▸ **What to work on**: Across the records below, report how many lines include the word "family", stating the number alone.

┏━━

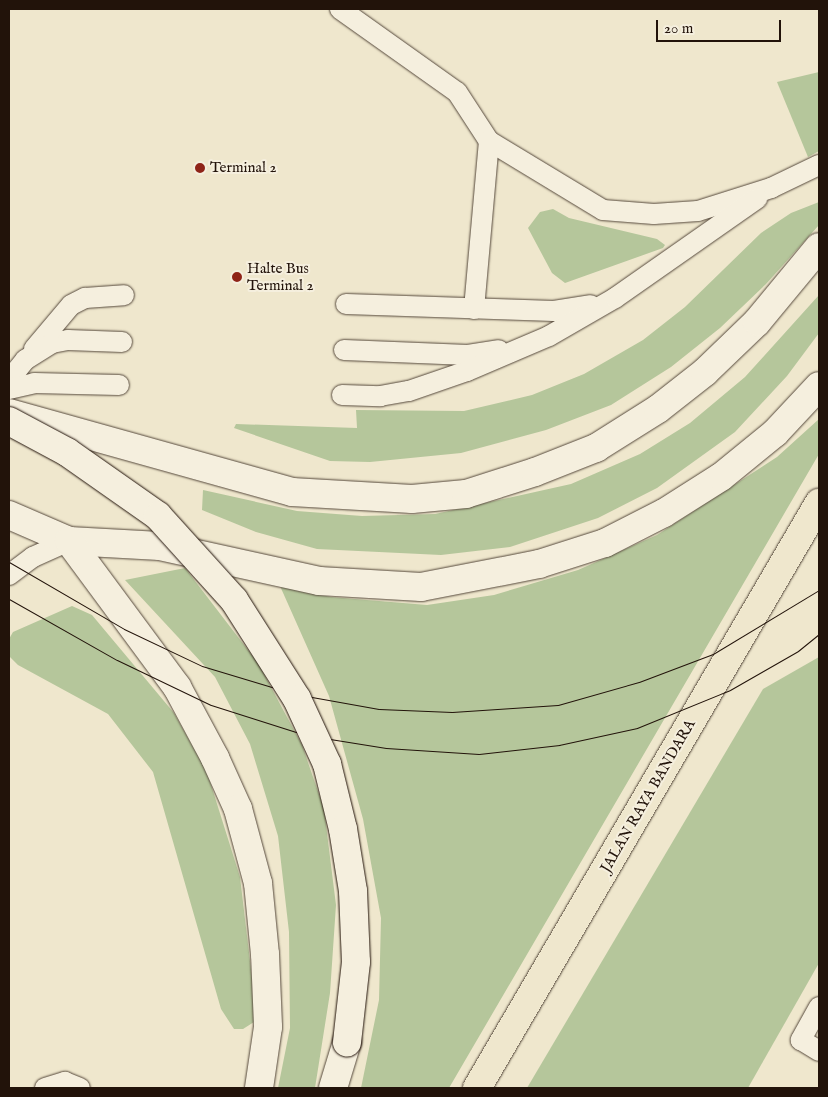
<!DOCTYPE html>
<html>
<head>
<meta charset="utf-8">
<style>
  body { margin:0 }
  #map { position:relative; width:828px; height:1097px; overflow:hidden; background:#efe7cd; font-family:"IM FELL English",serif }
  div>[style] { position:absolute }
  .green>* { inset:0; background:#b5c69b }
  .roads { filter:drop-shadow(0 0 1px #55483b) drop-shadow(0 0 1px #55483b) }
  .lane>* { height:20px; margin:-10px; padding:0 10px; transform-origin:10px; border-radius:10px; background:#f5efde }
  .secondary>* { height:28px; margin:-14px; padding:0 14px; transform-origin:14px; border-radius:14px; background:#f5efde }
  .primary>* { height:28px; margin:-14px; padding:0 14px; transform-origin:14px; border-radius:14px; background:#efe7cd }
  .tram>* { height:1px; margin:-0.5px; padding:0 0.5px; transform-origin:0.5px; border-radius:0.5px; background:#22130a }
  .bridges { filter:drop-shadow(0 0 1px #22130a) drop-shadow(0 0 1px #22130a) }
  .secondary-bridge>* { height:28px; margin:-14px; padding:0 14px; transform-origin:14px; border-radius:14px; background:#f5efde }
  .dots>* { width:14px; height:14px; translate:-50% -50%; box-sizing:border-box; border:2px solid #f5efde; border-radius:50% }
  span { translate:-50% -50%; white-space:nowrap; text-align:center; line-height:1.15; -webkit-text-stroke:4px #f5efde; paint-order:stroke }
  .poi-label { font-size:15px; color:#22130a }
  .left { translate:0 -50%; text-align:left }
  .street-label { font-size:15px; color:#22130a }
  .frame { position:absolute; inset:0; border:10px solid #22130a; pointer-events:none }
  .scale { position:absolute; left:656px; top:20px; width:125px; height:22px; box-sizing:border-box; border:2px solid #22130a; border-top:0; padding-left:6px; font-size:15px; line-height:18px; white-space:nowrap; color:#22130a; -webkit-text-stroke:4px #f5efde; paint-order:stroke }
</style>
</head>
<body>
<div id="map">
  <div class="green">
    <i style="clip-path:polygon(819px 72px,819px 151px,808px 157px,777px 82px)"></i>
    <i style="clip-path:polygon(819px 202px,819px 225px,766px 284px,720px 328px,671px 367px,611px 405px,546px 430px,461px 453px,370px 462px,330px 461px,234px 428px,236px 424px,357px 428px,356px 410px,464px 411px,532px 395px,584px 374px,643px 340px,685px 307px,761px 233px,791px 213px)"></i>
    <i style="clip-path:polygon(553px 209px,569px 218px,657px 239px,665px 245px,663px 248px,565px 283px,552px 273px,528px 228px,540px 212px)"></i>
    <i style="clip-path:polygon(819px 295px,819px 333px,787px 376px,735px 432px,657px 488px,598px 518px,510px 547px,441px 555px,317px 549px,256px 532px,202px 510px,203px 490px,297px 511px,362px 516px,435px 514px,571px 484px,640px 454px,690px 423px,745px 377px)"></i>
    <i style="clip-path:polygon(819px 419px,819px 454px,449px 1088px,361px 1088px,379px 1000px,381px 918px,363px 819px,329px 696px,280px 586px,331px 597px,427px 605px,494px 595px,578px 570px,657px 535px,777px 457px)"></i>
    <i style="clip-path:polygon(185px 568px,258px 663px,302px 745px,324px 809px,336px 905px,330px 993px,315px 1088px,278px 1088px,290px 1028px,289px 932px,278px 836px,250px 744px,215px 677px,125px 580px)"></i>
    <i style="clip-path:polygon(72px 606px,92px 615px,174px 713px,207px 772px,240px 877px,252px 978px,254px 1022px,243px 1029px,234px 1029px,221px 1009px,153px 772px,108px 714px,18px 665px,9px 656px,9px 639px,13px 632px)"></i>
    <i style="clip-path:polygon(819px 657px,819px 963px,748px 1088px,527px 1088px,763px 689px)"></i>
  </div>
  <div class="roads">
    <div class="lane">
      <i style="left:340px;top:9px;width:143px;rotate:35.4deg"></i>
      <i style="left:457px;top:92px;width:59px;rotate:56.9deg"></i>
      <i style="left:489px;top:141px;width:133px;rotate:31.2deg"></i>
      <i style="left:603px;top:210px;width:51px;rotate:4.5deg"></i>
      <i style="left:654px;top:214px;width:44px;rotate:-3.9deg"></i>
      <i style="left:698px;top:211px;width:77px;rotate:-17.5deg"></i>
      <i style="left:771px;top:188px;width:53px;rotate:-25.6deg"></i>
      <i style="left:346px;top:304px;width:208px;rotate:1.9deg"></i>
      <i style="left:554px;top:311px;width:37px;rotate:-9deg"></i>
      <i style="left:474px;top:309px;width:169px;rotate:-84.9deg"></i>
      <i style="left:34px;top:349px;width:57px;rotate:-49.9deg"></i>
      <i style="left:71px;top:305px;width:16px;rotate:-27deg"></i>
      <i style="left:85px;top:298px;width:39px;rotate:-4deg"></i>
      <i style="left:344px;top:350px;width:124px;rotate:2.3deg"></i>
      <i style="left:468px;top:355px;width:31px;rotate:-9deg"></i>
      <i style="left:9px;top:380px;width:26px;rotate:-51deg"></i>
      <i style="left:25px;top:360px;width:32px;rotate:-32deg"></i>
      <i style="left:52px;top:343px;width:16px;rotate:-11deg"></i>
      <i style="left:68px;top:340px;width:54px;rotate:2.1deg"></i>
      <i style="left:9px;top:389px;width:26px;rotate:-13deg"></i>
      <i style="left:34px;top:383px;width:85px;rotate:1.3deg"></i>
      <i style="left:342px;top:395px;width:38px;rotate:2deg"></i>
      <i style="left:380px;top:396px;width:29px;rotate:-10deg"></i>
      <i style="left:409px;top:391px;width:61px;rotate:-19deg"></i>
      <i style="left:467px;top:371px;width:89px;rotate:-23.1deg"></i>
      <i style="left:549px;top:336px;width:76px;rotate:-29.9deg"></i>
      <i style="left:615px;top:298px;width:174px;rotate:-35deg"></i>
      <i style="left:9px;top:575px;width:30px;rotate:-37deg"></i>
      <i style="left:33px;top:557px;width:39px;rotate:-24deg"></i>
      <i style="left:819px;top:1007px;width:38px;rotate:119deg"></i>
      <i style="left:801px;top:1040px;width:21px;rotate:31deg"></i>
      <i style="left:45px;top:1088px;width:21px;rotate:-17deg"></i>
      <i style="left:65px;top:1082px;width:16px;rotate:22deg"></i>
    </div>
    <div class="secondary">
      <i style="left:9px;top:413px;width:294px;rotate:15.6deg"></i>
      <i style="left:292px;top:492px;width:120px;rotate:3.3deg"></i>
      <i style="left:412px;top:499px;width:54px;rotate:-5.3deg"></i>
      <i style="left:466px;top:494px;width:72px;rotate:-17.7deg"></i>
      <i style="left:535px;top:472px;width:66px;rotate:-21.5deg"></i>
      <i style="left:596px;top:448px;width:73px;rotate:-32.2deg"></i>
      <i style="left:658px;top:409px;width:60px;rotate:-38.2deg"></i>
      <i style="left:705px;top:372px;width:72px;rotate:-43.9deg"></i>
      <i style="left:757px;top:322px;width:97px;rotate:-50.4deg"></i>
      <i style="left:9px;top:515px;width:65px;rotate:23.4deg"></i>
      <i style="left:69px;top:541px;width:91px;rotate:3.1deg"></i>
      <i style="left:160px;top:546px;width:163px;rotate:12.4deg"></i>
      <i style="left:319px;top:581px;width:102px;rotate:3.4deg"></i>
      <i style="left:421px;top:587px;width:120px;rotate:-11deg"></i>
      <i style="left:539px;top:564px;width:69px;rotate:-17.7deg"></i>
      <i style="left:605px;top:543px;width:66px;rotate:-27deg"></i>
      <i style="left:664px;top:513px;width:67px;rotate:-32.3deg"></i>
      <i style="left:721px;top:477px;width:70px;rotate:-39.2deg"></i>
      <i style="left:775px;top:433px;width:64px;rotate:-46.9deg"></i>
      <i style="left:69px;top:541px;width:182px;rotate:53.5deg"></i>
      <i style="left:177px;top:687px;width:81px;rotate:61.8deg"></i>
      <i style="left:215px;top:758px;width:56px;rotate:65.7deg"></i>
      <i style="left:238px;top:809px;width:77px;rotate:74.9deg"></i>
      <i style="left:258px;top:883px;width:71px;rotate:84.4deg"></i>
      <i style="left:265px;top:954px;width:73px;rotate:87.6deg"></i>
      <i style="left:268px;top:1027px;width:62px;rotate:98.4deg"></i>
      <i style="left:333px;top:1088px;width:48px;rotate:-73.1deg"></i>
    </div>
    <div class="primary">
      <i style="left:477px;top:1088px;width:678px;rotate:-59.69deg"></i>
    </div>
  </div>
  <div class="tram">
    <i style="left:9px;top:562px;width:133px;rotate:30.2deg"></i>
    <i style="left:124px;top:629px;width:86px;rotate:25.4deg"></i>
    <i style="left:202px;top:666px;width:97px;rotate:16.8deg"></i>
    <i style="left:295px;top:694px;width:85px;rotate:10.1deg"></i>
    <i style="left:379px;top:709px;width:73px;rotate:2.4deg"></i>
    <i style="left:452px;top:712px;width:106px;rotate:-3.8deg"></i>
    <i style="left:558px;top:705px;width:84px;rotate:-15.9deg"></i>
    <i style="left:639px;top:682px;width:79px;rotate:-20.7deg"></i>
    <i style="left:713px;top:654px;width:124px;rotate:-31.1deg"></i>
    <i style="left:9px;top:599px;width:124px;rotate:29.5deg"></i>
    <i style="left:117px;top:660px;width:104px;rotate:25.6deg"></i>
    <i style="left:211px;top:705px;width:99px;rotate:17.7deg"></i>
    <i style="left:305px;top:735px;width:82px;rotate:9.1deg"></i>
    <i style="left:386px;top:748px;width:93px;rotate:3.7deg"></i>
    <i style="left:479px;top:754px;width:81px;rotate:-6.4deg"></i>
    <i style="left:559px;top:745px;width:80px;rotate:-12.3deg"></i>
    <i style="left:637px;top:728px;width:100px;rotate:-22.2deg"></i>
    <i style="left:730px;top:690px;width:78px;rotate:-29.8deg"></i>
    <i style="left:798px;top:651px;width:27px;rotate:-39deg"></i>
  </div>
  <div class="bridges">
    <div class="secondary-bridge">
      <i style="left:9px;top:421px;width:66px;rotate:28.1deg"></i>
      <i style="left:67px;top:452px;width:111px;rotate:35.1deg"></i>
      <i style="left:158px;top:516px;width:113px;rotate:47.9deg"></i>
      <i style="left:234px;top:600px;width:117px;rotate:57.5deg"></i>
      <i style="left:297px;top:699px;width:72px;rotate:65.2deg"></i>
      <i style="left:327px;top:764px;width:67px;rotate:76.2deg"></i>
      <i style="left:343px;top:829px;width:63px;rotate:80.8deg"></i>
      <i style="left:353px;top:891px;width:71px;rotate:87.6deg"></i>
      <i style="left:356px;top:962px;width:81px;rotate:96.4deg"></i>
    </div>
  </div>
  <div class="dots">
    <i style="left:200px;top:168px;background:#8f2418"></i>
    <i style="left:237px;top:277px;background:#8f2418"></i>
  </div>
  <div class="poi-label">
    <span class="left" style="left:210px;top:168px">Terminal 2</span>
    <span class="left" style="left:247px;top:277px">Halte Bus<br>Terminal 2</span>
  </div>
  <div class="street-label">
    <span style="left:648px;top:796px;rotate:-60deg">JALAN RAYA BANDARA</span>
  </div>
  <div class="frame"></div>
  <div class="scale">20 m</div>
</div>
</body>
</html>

┗━━
┏━━

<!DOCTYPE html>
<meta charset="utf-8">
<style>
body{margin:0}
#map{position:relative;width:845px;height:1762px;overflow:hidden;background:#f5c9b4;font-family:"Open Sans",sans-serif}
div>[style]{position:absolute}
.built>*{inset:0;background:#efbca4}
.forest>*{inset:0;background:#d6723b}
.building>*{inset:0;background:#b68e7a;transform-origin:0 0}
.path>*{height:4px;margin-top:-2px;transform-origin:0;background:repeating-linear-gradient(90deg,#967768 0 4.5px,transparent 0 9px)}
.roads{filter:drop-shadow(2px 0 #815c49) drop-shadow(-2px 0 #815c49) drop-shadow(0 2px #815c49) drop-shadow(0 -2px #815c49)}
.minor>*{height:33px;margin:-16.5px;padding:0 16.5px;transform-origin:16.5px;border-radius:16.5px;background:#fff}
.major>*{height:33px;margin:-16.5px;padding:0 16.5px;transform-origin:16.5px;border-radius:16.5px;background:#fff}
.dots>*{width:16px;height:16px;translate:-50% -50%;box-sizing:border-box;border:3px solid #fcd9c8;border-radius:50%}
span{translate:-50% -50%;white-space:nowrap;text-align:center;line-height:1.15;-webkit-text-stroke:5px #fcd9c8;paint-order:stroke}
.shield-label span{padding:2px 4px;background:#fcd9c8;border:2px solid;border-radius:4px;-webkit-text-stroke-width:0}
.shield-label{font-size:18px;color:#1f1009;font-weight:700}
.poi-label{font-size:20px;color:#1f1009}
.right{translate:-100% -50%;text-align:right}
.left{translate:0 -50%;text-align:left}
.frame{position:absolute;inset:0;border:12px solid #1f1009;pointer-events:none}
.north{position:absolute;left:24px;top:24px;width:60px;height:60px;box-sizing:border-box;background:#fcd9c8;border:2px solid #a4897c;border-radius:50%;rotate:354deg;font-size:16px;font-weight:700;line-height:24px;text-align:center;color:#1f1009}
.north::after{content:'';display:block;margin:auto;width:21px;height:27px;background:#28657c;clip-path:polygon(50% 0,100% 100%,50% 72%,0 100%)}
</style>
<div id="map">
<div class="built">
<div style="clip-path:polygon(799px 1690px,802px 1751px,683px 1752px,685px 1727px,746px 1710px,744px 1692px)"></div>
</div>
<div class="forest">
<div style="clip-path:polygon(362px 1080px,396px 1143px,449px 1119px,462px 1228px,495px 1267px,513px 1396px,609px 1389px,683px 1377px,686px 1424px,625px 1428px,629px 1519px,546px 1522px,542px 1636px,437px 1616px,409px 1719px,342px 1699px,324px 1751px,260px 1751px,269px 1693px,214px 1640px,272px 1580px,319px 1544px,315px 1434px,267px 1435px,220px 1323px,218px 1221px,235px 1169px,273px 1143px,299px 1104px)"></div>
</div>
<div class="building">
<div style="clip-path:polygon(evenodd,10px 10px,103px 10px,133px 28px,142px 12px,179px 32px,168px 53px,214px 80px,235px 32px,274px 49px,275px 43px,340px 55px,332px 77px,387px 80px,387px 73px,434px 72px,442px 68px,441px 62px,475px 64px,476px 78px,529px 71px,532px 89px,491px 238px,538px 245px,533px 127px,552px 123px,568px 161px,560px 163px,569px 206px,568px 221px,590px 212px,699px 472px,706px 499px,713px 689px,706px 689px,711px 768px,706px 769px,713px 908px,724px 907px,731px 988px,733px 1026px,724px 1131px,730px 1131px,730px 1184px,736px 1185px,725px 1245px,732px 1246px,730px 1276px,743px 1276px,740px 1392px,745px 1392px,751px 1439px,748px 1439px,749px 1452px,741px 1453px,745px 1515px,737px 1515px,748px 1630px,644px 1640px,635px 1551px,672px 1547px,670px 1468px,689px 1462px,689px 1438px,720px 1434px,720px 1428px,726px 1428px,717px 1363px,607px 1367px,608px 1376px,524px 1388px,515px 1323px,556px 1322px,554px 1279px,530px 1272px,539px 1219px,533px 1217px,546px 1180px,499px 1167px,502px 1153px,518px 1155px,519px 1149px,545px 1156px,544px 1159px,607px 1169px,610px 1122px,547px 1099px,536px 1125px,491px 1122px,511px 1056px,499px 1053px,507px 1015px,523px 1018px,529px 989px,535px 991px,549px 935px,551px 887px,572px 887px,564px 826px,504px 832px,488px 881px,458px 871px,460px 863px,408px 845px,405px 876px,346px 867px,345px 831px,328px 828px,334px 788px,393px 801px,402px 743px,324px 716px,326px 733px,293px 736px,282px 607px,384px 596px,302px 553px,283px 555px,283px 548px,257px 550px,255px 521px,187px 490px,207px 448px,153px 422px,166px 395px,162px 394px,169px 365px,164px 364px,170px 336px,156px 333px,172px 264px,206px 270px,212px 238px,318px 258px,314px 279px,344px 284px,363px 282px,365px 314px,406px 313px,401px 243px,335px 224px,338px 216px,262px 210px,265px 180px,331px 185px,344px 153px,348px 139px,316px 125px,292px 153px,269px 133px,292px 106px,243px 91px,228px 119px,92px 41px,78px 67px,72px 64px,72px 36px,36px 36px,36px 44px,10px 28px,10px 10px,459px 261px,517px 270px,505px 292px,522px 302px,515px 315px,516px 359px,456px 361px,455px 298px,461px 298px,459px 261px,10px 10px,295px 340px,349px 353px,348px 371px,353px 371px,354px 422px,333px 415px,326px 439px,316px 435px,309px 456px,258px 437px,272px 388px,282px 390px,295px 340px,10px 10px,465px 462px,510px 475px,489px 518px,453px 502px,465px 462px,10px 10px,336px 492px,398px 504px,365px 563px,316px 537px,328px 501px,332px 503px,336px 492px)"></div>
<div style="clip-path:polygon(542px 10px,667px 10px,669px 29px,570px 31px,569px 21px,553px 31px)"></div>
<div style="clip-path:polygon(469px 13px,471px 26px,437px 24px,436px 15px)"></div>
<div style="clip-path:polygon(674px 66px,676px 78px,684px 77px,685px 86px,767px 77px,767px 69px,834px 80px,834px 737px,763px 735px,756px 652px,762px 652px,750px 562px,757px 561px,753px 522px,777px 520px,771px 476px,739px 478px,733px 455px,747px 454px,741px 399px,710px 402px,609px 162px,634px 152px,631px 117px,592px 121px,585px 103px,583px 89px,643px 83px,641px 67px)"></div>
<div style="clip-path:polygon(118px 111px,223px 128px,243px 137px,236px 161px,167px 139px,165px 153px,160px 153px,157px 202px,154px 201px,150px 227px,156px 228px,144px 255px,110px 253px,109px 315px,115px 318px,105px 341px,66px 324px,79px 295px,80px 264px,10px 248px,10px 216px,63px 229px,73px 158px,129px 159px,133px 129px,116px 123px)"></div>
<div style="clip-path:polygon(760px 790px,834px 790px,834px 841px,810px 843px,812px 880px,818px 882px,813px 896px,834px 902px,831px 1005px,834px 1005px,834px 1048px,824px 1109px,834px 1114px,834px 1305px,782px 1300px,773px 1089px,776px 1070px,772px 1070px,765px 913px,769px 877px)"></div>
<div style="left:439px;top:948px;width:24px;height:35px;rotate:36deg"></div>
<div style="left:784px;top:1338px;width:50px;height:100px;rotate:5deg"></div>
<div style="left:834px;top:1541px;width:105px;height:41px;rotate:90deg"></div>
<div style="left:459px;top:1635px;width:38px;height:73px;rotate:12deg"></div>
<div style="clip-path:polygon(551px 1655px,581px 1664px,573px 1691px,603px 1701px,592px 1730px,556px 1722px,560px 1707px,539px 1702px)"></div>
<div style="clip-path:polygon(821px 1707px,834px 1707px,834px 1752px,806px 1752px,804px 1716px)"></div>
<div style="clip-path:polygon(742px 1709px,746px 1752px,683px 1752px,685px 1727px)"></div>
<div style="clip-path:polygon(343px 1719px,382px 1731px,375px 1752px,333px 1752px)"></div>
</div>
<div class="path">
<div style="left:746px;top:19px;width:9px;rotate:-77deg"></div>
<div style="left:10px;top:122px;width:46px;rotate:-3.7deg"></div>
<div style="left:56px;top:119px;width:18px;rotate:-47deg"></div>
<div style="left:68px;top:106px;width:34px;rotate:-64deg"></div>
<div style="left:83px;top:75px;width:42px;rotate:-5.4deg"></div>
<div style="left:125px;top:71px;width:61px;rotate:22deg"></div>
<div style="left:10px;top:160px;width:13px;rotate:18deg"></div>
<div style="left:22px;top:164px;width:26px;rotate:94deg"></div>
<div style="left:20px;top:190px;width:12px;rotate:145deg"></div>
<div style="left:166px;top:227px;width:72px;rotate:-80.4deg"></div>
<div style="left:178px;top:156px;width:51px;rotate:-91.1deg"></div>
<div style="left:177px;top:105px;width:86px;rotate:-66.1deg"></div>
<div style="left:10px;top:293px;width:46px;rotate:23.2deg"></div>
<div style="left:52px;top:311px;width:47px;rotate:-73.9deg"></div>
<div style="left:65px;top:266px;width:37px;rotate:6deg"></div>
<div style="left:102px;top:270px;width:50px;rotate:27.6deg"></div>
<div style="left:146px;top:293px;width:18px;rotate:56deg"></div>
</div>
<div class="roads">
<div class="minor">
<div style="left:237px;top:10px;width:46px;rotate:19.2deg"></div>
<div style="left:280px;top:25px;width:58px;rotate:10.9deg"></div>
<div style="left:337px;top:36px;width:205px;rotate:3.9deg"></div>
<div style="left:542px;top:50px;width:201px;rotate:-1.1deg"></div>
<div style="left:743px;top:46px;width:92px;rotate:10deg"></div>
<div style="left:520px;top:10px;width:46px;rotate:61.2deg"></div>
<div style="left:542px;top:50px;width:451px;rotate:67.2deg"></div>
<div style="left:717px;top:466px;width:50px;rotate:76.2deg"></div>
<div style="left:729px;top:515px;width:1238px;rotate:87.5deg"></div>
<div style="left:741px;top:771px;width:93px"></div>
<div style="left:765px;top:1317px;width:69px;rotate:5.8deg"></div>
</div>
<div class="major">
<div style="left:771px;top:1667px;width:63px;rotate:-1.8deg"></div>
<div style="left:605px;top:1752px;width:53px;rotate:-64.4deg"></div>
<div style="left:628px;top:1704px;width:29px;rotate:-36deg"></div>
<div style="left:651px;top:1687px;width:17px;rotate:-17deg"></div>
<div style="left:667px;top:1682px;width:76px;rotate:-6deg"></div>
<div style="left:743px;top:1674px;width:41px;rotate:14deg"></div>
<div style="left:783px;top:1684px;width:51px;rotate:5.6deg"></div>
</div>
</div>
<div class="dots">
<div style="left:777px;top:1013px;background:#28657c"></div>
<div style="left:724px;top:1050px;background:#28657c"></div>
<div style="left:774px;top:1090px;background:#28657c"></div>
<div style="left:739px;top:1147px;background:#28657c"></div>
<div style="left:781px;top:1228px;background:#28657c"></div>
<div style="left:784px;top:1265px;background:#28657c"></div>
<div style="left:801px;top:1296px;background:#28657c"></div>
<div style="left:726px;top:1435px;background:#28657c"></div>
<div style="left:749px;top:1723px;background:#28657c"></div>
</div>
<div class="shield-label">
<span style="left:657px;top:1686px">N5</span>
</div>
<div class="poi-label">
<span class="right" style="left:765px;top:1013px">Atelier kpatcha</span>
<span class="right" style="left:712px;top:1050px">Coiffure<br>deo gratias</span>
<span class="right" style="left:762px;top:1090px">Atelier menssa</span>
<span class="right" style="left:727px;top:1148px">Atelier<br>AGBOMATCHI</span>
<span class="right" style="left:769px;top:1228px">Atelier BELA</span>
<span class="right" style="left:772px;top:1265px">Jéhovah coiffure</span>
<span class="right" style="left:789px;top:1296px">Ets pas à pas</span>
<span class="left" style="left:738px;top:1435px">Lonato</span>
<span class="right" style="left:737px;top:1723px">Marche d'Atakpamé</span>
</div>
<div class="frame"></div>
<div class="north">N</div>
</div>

┗━━

▸ **Response box**: 2